ISLAMABAD: Pending a strategic decision on its privatisation, Pakistan Steel Mills (PSM) continues to lose its land — this time to an industrial park to be set up under the China-Pakistan Economic Corridor.

A government official told Dawn that Prime Minister Nawaz Sharif had approved allocation of 1,500 acres of PSM land for the industrial park. The prime minister has “desired that it (matter) may be taken up with the Privatisation Commission and Board of Directors of PSM,” said an order issued by the industries and production ministry.

The ministry said the land was originally meant for investment as per PSM book of accounts and could be utilised for development of an industrial park under the CPEC. “In order to finalise the modalities regarding establishment of the industrial park, the matter may please be placed before the (PSM) board,” the order said. The Privatisation Commission was asked to work out to facilitate the earmarked piece of land for setting up the industrial park.

Interestingly, the PSM board has been incomplete and without a chairman since the PML-N came to power in 2013.

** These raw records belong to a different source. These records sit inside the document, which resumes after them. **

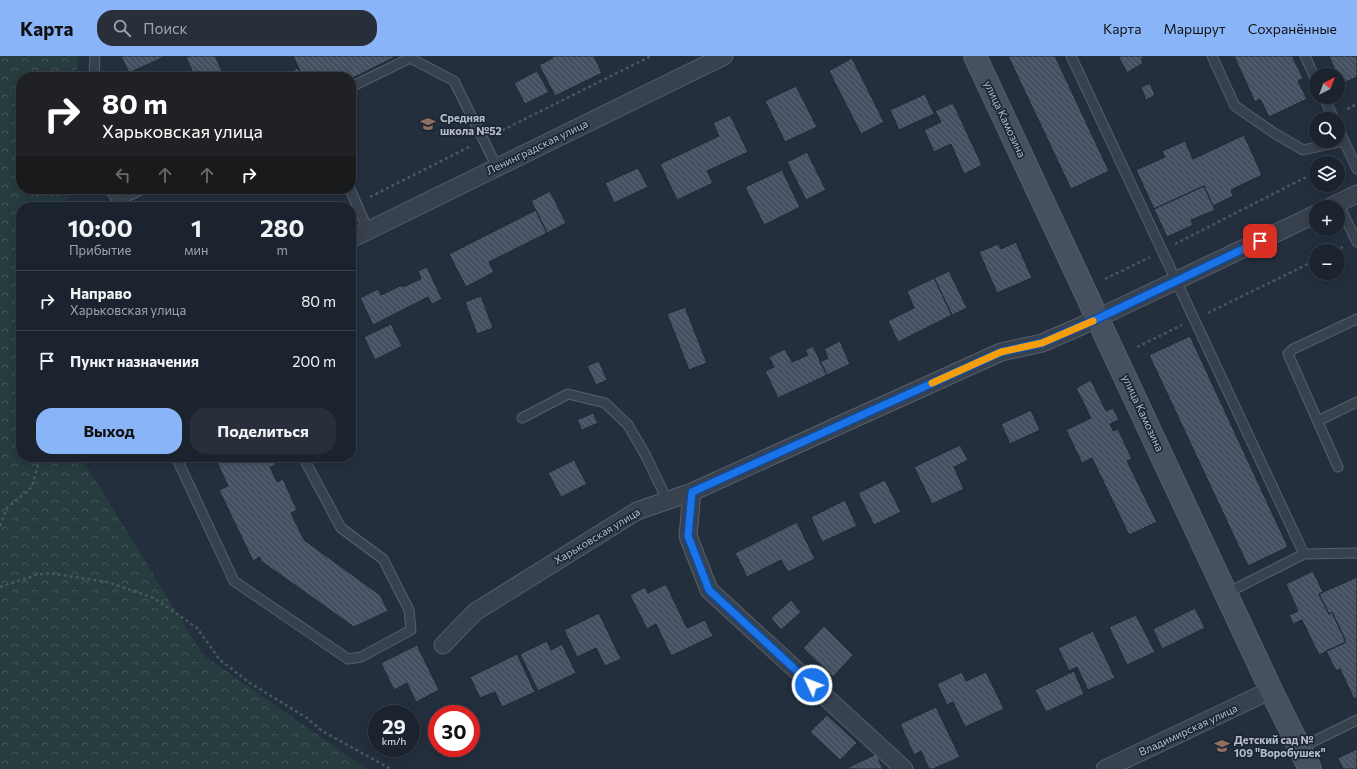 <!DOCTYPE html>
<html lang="ru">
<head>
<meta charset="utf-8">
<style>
  body { margin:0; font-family:Commissioner,sans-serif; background:#282f3a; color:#f1f3f6; height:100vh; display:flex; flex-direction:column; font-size:15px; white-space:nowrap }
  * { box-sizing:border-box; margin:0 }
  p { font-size:13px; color:#a0a4aa }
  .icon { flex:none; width:22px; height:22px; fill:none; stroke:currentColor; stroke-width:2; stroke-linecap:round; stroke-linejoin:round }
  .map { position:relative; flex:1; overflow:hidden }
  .side { position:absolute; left:16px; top:146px; width:340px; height:260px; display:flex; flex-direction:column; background:#1b232e; border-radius:16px; box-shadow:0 2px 10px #0003,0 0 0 1px #39404a }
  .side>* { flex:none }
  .hud { position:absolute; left:16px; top:16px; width:340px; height:122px; border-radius:16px; box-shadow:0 2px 10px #0003,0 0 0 1px #39404a; background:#202124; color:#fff; overflow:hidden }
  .needle { width:26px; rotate:42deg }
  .tools { position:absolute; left:1309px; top:12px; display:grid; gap:8px }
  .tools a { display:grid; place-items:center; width:36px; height:36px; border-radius:50%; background:#1b232e; box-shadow:0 2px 10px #0003,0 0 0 1px #39404a; font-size:20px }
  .speed { position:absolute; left:368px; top:649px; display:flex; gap:8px; font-size:20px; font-weight:700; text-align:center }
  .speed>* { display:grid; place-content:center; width:52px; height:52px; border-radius:50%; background:#1b232e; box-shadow:0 2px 10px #0003,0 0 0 1px #39404a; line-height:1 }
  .speed small { font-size:10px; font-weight:400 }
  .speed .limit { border:6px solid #d22; background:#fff; color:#111 }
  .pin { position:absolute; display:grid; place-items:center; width:34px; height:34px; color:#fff; margin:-17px; border-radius:8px; box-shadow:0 2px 6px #0006 }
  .me { position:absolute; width:44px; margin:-22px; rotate:313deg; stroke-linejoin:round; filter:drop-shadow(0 0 3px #0008) }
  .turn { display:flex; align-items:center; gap:14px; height:84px; padding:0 20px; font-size:18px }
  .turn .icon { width:52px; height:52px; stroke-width:2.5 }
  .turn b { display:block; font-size:28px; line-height:34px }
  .lanes { display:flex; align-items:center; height:38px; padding:0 20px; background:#0003; justify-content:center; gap:20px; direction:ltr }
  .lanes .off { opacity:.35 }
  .eta { display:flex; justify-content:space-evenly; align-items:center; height:68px; text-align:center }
  .eta b { font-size:24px; font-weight:700; line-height:28px }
  .cta { display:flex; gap:8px; margin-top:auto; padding:8px 20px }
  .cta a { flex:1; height:46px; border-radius:16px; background:#8ab4f8; color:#111; font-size:16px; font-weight:700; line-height:46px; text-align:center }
  .cta a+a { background:#282f3a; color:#f1f3f6 }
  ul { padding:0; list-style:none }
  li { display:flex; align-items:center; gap:12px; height:60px; padding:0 20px; border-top:1px solid #39404a }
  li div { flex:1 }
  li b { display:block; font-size:15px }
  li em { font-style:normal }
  header { display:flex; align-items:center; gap:24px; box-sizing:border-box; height:56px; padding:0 20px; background:#8ab4f8; color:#111 }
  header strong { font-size:19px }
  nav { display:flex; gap:22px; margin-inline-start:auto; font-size:14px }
  .search { width:280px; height:36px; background:#282f3a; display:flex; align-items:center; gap:10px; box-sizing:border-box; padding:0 14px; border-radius:16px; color:#a0a4aa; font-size:15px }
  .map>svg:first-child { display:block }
  .forest { fill:url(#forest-crowns) }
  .building { fill:url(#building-back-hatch); stroke:#1f2835 }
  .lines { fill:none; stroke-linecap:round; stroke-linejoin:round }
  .lane-casing { stroke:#565f6c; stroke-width:11 }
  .street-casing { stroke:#565f6c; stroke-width:19 }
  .secondary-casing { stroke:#565f6c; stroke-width:24 }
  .path { stroke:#44595c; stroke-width:2.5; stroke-dasharray:3 3; stroke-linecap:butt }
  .lane { stroke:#38414e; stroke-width:9 }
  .street { stroke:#38414e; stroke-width:17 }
  .secondary { stroke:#465061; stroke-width:22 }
  .route-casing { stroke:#114b97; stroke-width:10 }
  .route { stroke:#1a73e8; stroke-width:7 }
  .slow { stroke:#f59e0b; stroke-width:7 }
  .labels { text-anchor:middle; stroke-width:3.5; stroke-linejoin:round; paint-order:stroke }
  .poi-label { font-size:11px; font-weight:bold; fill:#b4bcc9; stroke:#1d2633; text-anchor:start }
  .street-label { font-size:11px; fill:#b4bcc9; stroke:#1d2633 }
</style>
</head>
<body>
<header>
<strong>Карта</strong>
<div class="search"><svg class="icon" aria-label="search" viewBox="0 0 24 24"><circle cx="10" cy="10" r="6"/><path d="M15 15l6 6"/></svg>Поиск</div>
<nav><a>Карта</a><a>Маршрут</a><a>Сохранённые</a></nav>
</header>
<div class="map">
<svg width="1357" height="713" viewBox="0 0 1357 713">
  <defs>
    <pattern id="forest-crowns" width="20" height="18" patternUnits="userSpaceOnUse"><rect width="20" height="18" fill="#263c3f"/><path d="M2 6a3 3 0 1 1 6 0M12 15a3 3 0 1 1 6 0" fill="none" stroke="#435659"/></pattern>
    <pattern id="building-back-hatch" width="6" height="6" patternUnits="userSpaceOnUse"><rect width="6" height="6" fill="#455162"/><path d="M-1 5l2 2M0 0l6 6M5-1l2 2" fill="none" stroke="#5d6877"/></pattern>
  </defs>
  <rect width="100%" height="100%" fill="#242f3e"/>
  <path class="forest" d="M0,0H78L77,21H21V133H71L62,151H21V401H81L203,599L367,713H0Z"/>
  <path class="building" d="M121,0H166L129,17Z
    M190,0H215L225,21H179L192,14L186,2Z
    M293,0H397L351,23V21H303Z
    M552,0H594L602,17L555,40L539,9L553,2Z
    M1008,0H1055L1109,115L1071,133Z
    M1118,0H1143L1144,1L1141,3L1143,7L1127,17Z
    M1234,0H1292L1303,22L1298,25L1307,43L1269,61L1260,43L1255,46Z
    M1329,0H1357V21L1341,28Z
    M852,2L884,66L861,78L829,15Z
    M298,12L303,21H279Z
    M537,15L549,36L525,48L514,27Z
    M1150,27L1155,39L1146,44L1141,31Z
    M796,30L817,71L785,86L765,45Z
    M925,38L934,58L899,74L890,54Z
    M953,47L982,109L964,118L951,88L934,96L924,74L941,66L935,55Z
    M730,59L748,96L707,115L713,127L677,144L660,108L719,80L713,67Z
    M1244,79L1262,119L1231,134L1233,140L1213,150L1204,130L1154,153L1136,114L1165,101L1162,95L1185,85L1193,103Z
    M807,96L826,134L806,144L787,106Z
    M638,112L648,131L614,147L605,127Z
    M782,114L800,151L764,169L745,131Z
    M1204,130L1215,154L1191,164L1193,169L1167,181L1154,153Z
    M550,135L566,167L547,177L531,145Z
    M536,154L547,177L489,206L494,216L466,231L449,198Z
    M1016,186L1032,222L997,237L979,196L998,188L1001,193Z
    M427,211L442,243L432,248L428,241L373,269L360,242L378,233L381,239L402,229L403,231L421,223L418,215Z
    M949,215L967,252L952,259L934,222Z
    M934,222L952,259L898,286L888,265L914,252L907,235Z
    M481,240L493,272L477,278L465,246Z
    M685,251L707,307L689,314L667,258Z
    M391,268L402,290L375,304L364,281Z
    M1190,280L1288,491L1248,510L1149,299Z
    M840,285L850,308L827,319L820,306L828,302L824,293Z
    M813,290L827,319L778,342L765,315L774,311L769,301L785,293L792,306L808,299L805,294Z
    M599,305L607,324L596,329L587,310Z
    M1091,324L1106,355L1113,352L1119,364L1110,368L1113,375L1118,373L1132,403L1127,405L1157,466L1129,479L1092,402L1082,407L1066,374L1091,362L1076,332Z
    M1031,354L1040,374L1010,388L1001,368Z
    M593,357L598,367L582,374L577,364Z
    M960,389L968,404L954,411L964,433L932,448L914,411Z
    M204,401H272L276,409L270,411L277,426L283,423L297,454L291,457L304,484L380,539L388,555L354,571L261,505L260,501L253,505L219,434L228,430L215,402L206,406Z
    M574,404L587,428L561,441L548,417Z
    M885,424L901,456L874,469L858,437Z
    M845,444L857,470L822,486L811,461Z
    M797,466L815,503L788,516L781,504L747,521L735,497Z
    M1313,515L1323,536L1319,538L1329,558L1332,556L1346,586L1319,599L1302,564L1293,568L1289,559L1298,555L1286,528Z
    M1357,521V641L1354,643L1340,613L1336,615L1326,595L1346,586L1332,556L1329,558L1319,538Z
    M666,528L687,572L705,564L713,580L671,600L656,568L647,573L630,539L645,531L648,537Z
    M791,544L801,556L781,574L771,562Z
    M1195,552L1205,572L1162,593L1153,573Z
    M599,557L621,603L605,610L596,592L577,601L564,574Z
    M1136,559L1155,596L1127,609L1109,571Z
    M824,570L853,599L833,621L803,592Z
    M1093,575L1115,622L1088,634L1077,611L1069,615L1058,592Z
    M547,585L551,594L562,588L576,617L538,635L520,598Z
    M417,589L439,634L416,646L407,627L394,634L381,607Z
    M517,598L535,636L502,651L495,636L480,642L470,621Z
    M1074,615L1084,638L1046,656L1035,634Z
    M962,616L966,625L986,616L1004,653L965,671L953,646L947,649L937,628Z
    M936,651L960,701L933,713H929L921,695L914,699L900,668Z
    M827,659L857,687L840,704L810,676Z
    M1357,693V713H1343L1338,702Z
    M876,698L883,713H850L849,711Z"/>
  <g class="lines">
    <g class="lane-casing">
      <path id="lane" d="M1071,0L1304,498L1227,537
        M1212,0L1235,50L1274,77L1303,94L1344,85
        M1305,0L1316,24
        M94,21L95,0
        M351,31L410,2L454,25L497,111
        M1324,41L1334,63
        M1338,72L1357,113
        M109,133L118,145L143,133
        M350,133L368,174
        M1338,147L1357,186
        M522,362L568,338L605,347L628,369L646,400L667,444
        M1318,365L1357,346
        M176,401L234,525L348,603L361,601L411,574L409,554L383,503L341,472L303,401
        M1338,411L1288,298L1293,293L1357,263
        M1304,498L1357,497
        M1300,692L1357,664"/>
    </g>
    <g class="street-casing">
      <path id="street" d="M1330,151L1357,138
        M351,183L724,0
        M692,436L688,480L709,534L904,713
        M443,589L475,556L637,455L692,436L1001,296L1042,287L1081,270L1316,158
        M1105,713L1271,634"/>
    </g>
    <g class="secondary-casing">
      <path id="secondary" d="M975,0L1271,634L1310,713"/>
    </g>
    <path class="path" d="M1347,53L1357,48
      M497,77L651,0
      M370,141L471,90
      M1175,188L1316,116
      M1335,195L1343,191
      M1105,223L1150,201
      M1208,257L1316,204
      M1137,291L1182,269
      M0,470L7,452L32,431L40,401
      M0,531L36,519L49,517L107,526L154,542L197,572L220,604L250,627L307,662L322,675L391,713"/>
    <use href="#lane" class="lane"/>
    <use href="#street" class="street"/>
    <use href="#secondary" class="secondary"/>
  </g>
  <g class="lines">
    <g class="route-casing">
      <path id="route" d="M812,629L709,534L688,480L692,436L1001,296L1042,287L1099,262L1260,185"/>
    </g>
    <use href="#route" class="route"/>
    <path class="slow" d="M932,327L1001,296L1042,287L1093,265"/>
  </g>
  <defs>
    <g id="school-bare" transform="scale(1.2)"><path d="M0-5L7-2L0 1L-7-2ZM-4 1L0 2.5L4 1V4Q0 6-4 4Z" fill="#8d6e63" stroke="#1d2633" stroke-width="2.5" paint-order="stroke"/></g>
  </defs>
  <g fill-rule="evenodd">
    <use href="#school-bare" x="428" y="68"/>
    <use href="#school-bare" x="1222" y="690"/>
  </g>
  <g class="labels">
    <g class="poi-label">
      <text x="440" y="66">Средняя<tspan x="440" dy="13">школа №52</tspan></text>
      <text x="1234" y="688">Детский сад №<tspan x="1234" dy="13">109 "Воробушек"</tspan></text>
    </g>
    <g class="street-label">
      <text transform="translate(1005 63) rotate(65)" y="4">улица Камозина</text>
      <text transform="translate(537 91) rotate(-26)" y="4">Ленинградская улица</text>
      <text transform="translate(1143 357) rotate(65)" y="4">улица Камозина</text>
      <text transform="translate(597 480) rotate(-31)" y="4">Харьковская улица</text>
      <text transform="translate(1188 674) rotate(-25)" y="4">Владимирская улица</text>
    </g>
  </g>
</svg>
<div class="tools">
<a><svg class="needle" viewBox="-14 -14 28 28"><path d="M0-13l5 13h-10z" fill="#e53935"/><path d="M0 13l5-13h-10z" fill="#a0a4aa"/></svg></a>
<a><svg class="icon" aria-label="search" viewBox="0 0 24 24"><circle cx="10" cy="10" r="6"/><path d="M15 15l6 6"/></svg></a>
<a><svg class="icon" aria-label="layers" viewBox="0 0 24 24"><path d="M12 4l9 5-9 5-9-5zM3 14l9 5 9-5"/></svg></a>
<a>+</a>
<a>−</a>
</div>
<div class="speed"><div>29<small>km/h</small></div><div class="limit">30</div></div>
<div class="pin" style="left:1260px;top:185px;background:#d93025"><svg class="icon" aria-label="arrive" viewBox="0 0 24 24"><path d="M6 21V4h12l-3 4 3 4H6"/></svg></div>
<svg class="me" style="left:812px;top:629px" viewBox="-20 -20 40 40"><circle r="17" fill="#1a73e8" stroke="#fff" stroke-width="3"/><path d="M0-11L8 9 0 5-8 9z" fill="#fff"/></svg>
<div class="hud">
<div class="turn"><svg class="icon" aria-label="right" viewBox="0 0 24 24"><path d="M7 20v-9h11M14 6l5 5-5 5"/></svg><div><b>80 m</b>Харьковская улица</div></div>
<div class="lanes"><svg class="icon off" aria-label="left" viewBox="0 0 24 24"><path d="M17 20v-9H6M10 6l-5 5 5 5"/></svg><svg class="icon off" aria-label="ahead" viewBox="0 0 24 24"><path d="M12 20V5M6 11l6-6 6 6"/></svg><svg class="icon off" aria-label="ahead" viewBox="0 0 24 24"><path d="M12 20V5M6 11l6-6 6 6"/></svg><svg class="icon" aria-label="right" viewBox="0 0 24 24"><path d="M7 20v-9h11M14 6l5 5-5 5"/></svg></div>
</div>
<section class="side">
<div class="eta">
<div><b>10:00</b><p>Прибытие</p></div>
<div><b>1</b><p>мин</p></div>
<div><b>280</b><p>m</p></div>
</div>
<ul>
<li><svg class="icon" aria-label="right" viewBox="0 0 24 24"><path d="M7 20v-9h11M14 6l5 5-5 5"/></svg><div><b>Направо</b><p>Харьковская улица</p></div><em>80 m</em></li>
<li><svg class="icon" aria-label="arrive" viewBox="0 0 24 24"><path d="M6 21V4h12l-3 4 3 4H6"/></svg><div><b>Пункт назначения</b></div><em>200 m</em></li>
</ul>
<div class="cta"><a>Выход</a><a>Поделиться</a></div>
</section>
</div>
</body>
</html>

Finance Minister Ishaq Dar had given an undertaking to the International Monetary Fund (IMF) on Aug 19, 2013, that the government would appoint a professional board immediately with inductions from the private sector.

But the board was never reconstituted with 12 members and instead it continued to have two members from the industries and production ministry and one each from the Priva­tisation Commission and the finance ministry. The only private sector member on the board is a former executive of the PSM.

Partly because of its incompletion, neither the PSM board nor its parent industries and production ministry has so far proposed privatisation of the country’s largest industrial unit, where the rot set in after 2007, taking it from a profit of Rs10.4 billion on June 30, 2008, to a loss of Rs26bn on June 30, 2009.

Also read: Chinese, Iranian companies interested in leasing Pakistan Steel Mills

Then prime minister Yousuf Raza Gilani had ordered sacking of the PSM chief on the floor of the National Assembly over allegations of corruption. He ordered an investigation by the Federal Investigation Agency (FIA).

Nevertheless, the total losses and liabilities of the unit reached Rs200bn by the time the Pakistan Peoples Party government completed its five-year term in 2013.

The PML-N dissolved the PSM board and promised to restructure and revive the mill for ultimate privatisation.

This never happened, but the total losses and liabilities reached Rs415bn by December last year and are still counting.

The PSM has been continuously losing its land to various institutions, private investors and politically backed encroachers. The Sindh Board of Revenue is reported to have reclaimed about 1,770 acres of land from encroachers during the PPP tenure, but leased out a major part to investors at times at a rate as low as Re1 per square yard a year for 99 years, while some other parts were again encroached upon by land mafia and sold out to individuals.

Another 157 acres of land was recently leased out to the Port Qasim Authority for Rs9.3 million per acre, even though the Privatisation Commission had estimated the rate at Rs30m per acre. This piece of land is to be used for handling imported coal for the Sahiwal power project.

The Shaukat Aziz government failed to privatise the PSM in 2005-06 due to intervention by the Supreme Court. However, Mr Aziz approved allocation of about 930 acres of land for the National Industrial Park on lease, but the PSM could not recover the lease amount.

Another 220-acre plot was given to Al Tuwairqi Steel, which pledged it with the National Bank of Pakistan and subsequently left the scene.

Dissatisfied with the FIA inves­tigation, the SC transferred the case to the National Accountability Bureau in May 2012 with a deadline to complete the probe in three months, but its progress is still unknown.

Parliamentary committees, government stakeholders and investigation agencies have been discussing the PSM mismanagement and corruption during all this period.

Interestingly, the PSM was given a target for revival with Rs18.5bn fresh public money to achieve 70 per cent capacity utilisation in about a year, but was deprived of full gas pressure when capacity utilisation reached 65pc with a gap of a few months in June 2015 and has been on zero production since.